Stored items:
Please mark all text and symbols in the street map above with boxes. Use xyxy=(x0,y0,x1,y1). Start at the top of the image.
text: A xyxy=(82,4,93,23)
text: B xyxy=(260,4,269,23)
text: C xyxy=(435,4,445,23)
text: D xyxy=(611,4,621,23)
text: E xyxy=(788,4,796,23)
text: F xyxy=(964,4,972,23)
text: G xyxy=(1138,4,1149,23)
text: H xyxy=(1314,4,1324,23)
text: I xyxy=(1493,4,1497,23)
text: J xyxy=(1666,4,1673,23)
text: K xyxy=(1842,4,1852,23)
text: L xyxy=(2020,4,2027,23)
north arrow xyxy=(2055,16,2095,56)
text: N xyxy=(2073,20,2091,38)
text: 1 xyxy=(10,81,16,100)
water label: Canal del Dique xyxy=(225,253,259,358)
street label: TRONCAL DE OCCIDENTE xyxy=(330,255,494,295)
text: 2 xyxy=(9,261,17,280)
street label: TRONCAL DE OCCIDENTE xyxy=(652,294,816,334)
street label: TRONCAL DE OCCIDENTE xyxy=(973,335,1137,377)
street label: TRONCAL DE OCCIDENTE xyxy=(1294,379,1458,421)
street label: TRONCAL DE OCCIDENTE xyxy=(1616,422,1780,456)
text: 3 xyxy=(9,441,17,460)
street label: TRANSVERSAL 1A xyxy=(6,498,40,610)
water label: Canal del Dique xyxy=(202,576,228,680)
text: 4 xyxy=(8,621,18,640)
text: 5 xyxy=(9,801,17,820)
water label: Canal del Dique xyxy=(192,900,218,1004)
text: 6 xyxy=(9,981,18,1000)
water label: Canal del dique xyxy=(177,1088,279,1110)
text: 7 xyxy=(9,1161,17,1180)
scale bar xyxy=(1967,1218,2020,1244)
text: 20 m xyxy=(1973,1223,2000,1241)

Problem details:
Print out every record, character for character.

Completed exercise:
Please mark all text and symbols in the street map above with boxes. Use xyxy=(x0,y0,x1,y1). Start at the top of the image.
text: A xyxy=(82,4,93,23)
text: B xyxy=(260,4,269,23)
text: C xyxy=(435,4,445,23)
text: D xyxy=(611,4,621,23)
text: E xyxy=(788,4,796,23)
text: F xyxy=(964,4,972,23)
text: G xyxy=(1138,4,1149,23)
text: H xyxy=(1314,4,1324,23)
text: I xyxy=(1493,4,1497,23)
text: J xyxy=(1666,4,1673,23)
text: K xyxy=(1842,4,1852,23)
text: L xyxy=(2020,4,2027,23)
north arrow xyxy=(2055,16,2095,56)
text: N xyxy=(2073,20,2091,38)
text: 1 xyxy=(10,81,16,100)
water label: Canal del Dique xyxy=(225,253,259,358)
street label: TRONCAL DE OCCIDENTE xyxy=(330,255,494,295)
text: 2 xyxy=(9,261,17,280)
street label: TRONCAL DE OCCIDENTE xyxy=(652,294,816,334)
street label: TRONCAL DE OCCIDENTE xyxy=(973,335,1137,377)
street label: TRONCAL DE OCCIDENTE xyxy=(1294,379,1458,421)
street label: TRONCAL DE OCCIDENTE xyxy=(1616,422,1780,456)
text: 3 xyxy=(9,441,17,460)
street label: TRANSVERSAL 1A xyxy=(6,498,40,610)
water label: Canal del Dique xyxy=(202,576,228,680)
text: 4 xyxy=(8,621,18,640)
text: 5 xyxy=(9,801,17,820)
water label: Canal del Dique xyxy=(192,900,218,1004)
text: 6 xyxy=(9,981,18,1000)
water label: Canal del dique xyxy=(177,1088,279,1110)
text: 7 xyxy=(9,1161,17,1180)
scale bar xyxy=(1967,1218,2020,1244)
text: 20 m xyxy=(1973,1223,2000,1241)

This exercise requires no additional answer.